Я качаю головой, посмеиваюсь:

— Подпустить к себе других? Речь-то не о каких-то первых попавшихся других, — говорю я, кипя от злости. — Речь о тебе, Венке. Прожив с тобой достаточно долго, я кое-что усвоил, а именно: ни за что на свете нельзя подпускать тебя слишком близко. Нельзя слишком близко подпускать к себе психопатов. Мне понадобилось много времени, чтобы это понять, но теперь я усвоил урок и повторю еще раз: я не намерен обсуждать с тобой мою персону. Я знаю все твои приемчики, меня не обманешь, так что лучше бросай свою затею. Больше ты меня не заарканишь, я же знаю, ты к этому стремишься, но толку не будет. Сказал ведь: я не вернусь. Пришел нынче вечером, потому что надо где-нибудь переночевать, вот и все.

— Теперь ты меня пугаешь, Юн.

Смотрю на нее, с бешеным смешком.

— Я серьезно, Юн. Ты меня пугаешь, так что лучше уходи.

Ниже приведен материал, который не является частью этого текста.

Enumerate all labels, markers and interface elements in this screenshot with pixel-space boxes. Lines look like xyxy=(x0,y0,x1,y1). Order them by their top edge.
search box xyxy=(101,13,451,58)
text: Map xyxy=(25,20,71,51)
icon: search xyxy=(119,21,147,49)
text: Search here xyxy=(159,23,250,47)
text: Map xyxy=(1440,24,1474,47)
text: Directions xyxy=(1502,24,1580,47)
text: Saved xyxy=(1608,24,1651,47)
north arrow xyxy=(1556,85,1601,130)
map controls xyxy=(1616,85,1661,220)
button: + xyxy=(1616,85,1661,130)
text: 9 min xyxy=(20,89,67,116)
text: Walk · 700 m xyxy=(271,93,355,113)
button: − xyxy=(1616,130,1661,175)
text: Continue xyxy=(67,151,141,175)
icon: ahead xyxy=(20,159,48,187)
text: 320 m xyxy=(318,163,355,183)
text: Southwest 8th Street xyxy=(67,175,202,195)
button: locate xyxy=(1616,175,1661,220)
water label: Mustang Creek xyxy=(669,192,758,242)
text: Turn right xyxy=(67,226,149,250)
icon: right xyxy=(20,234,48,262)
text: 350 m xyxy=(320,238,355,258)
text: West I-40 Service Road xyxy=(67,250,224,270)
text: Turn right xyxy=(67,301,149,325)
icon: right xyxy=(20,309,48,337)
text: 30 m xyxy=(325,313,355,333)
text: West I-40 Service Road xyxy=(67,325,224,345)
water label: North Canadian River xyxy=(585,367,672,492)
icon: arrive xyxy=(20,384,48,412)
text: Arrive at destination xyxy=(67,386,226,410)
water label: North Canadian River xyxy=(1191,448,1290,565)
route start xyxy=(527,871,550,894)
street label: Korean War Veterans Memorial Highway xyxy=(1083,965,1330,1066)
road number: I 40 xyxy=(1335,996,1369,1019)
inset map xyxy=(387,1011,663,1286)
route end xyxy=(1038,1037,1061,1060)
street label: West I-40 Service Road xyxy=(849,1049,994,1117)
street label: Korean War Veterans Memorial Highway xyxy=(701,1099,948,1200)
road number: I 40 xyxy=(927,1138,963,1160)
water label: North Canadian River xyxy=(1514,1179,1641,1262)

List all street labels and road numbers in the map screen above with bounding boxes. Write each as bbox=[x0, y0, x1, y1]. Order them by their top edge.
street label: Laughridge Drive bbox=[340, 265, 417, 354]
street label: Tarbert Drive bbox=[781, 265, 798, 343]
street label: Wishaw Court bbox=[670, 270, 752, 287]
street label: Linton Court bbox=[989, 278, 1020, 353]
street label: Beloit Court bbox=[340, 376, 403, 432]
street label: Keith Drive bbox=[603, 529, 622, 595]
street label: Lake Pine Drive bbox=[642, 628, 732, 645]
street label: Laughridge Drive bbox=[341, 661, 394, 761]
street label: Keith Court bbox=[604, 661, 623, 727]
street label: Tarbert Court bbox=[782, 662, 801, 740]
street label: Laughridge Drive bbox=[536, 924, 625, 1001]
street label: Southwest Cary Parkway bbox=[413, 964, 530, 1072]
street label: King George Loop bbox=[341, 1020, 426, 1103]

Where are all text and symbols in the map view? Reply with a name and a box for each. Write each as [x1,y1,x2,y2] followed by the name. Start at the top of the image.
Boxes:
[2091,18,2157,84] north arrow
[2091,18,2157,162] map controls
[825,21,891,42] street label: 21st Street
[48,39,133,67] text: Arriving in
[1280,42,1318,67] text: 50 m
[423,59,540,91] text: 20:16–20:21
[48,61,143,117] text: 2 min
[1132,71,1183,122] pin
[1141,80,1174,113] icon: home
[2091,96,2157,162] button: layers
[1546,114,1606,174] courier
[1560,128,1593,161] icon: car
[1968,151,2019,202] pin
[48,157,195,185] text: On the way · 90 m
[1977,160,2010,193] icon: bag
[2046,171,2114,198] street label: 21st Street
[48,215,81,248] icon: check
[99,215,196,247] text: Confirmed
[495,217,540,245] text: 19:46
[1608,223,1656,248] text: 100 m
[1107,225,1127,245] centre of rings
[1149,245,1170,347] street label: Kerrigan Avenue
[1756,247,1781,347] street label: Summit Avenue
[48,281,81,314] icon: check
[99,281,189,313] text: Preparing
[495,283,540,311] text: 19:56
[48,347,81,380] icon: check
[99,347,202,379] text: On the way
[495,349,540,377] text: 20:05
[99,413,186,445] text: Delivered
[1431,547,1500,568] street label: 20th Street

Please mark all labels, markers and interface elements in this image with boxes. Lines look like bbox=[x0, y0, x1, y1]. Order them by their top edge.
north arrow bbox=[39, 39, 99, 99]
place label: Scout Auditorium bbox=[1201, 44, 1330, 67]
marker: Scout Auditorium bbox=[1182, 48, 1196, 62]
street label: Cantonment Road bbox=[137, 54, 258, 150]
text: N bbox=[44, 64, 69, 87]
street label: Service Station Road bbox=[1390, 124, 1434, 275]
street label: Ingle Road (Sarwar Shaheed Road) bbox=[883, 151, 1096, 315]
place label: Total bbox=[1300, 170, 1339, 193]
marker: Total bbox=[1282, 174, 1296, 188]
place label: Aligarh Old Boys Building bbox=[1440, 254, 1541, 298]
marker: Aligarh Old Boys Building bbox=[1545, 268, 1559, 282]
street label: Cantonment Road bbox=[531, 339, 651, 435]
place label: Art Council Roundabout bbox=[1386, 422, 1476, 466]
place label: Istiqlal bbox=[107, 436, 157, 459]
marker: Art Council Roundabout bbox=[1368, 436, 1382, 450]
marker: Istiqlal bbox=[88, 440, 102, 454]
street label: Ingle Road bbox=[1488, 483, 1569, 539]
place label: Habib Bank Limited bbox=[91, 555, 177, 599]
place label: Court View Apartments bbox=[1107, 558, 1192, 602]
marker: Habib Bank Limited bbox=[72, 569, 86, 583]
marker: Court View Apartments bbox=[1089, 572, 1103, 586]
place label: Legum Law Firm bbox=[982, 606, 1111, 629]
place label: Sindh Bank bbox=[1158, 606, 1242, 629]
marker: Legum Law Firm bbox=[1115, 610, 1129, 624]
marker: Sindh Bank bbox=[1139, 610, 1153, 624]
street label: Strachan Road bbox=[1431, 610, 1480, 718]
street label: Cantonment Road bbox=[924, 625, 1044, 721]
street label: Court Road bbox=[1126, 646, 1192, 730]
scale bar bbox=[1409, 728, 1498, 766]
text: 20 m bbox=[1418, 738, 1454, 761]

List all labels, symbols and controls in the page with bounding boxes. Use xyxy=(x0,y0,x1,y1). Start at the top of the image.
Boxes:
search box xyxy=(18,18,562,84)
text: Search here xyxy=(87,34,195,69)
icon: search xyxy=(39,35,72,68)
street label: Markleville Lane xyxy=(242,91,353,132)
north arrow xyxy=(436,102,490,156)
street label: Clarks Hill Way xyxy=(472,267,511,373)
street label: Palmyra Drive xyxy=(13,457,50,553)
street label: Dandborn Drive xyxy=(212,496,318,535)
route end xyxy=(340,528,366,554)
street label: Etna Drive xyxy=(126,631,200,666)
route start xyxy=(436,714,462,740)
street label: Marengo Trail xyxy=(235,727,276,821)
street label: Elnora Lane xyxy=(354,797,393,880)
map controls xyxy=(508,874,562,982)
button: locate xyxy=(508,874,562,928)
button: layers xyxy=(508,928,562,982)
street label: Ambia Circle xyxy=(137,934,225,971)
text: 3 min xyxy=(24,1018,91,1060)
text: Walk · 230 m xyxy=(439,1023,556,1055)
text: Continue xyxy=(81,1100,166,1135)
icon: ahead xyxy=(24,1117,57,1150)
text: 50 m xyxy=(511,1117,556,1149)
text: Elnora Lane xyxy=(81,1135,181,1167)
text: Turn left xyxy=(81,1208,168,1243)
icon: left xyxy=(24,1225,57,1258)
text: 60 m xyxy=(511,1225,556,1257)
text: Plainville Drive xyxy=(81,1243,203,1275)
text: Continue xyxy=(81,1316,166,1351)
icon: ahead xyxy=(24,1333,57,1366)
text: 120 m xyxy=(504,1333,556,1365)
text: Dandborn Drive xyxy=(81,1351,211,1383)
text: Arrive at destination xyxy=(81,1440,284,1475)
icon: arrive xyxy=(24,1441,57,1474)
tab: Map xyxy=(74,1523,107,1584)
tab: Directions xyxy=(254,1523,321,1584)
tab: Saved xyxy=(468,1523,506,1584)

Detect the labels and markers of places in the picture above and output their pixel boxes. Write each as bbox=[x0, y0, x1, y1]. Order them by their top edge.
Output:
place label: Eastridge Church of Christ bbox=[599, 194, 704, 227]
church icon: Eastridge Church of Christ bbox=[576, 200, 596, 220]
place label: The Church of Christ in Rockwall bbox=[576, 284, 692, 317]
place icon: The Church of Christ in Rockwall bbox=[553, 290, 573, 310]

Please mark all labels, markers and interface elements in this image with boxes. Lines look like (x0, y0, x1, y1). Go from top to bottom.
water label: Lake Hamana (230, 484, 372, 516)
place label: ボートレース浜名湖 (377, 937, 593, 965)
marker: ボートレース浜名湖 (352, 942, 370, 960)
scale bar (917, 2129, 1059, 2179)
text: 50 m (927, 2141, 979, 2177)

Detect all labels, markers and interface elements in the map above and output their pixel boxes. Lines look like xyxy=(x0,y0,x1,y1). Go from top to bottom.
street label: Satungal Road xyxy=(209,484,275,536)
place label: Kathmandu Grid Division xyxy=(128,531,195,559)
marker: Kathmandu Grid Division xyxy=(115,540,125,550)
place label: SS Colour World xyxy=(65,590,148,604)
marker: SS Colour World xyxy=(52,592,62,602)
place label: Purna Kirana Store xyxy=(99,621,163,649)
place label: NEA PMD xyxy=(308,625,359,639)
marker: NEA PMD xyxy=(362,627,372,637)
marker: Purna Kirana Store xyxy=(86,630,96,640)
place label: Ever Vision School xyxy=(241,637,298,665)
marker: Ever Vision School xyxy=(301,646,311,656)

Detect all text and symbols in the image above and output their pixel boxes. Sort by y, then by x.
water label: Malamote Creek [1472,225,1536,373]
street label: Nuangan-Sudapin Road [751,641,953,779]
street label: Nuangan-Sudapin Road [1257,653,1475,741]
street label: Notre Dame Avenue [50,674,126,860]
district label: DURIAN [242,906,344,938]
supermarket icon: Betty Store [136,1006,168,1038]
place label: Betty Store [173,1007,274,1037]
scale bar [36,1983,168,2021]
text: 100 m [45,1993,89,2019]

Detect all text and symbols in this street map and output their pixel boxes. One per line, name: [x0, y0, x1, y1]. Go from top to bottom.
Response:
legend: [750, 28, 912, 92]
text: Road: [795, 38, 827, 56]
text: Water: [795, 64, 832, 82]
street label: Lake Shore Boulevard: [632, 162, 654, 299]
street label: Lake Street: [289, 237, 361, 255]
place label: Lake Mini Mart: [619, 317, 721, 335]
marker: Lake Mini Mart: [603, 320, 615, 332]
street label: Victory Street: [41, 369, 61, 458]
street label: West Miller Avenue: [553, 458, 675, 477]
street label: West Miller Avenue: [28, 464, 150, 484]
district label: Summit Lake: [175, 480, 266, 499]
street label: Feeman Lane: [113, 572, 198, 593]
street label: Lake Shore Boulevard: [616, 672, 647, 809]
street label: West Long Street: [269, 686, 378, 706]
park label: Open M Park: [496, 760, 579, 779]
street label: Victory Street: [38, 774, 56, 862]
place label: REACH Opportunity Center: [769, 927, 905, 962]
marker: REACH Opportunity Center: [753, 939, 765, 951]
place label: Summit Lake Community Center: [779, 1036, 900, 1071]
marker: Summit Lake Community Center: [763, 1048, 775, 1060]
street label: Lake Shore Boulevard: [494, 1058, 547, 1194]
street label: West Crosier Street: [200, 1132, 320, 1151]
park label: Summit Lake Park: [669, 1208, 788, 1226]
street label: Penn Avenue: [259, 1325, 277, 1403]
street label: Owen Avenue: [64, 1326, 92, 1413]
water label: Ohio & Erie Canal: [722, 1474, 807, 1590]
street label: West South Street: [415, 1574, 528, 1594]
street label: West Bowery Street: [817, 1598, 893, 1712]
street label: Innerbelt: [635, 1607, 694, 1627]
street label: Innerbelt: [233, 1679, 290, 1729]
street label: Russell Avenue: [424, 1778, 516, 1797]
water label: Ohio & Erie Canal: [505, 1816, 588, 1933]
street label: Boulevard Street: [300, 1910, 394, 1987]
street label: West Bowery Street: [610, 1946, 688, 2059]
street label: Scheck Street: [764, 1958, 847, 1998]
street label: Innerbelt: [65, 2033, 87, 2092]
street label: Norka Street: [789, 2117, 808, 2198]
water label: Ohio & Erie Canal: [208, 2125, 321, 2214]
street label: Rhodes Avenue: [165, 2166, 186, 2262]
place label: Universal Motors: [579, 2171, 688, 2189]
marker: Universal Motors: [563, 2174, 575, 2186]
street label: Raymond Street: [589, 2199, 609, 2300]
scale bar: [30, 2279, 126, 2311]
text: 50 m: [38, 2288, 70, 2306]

Пожалуйста, уходи сию же минуту.

— Можешь сколько угодно изображать страх, Венке. Хоть до бесконечности, но меня ты не собьешь. Прошли те времена.

— Пожалуйста, Юн. Уходи! Или я вызову полицию!

— Да уйду я, уйду. Не сомневайся. У меня и в мыслях нет оставаться.

Беру бокал, залпом допиваю вино, встаю, секунду смотрю на нее, на противное мышиное лицо, на узкие губы, с ужасом вспоминаю, каково было их целовать, эти сухие губы, при одной мысли тошнит.

— Бедняга, — говорю я со смешком, качаю головой. — Ты самый унылый и самый одинокий человек, какого я знаю!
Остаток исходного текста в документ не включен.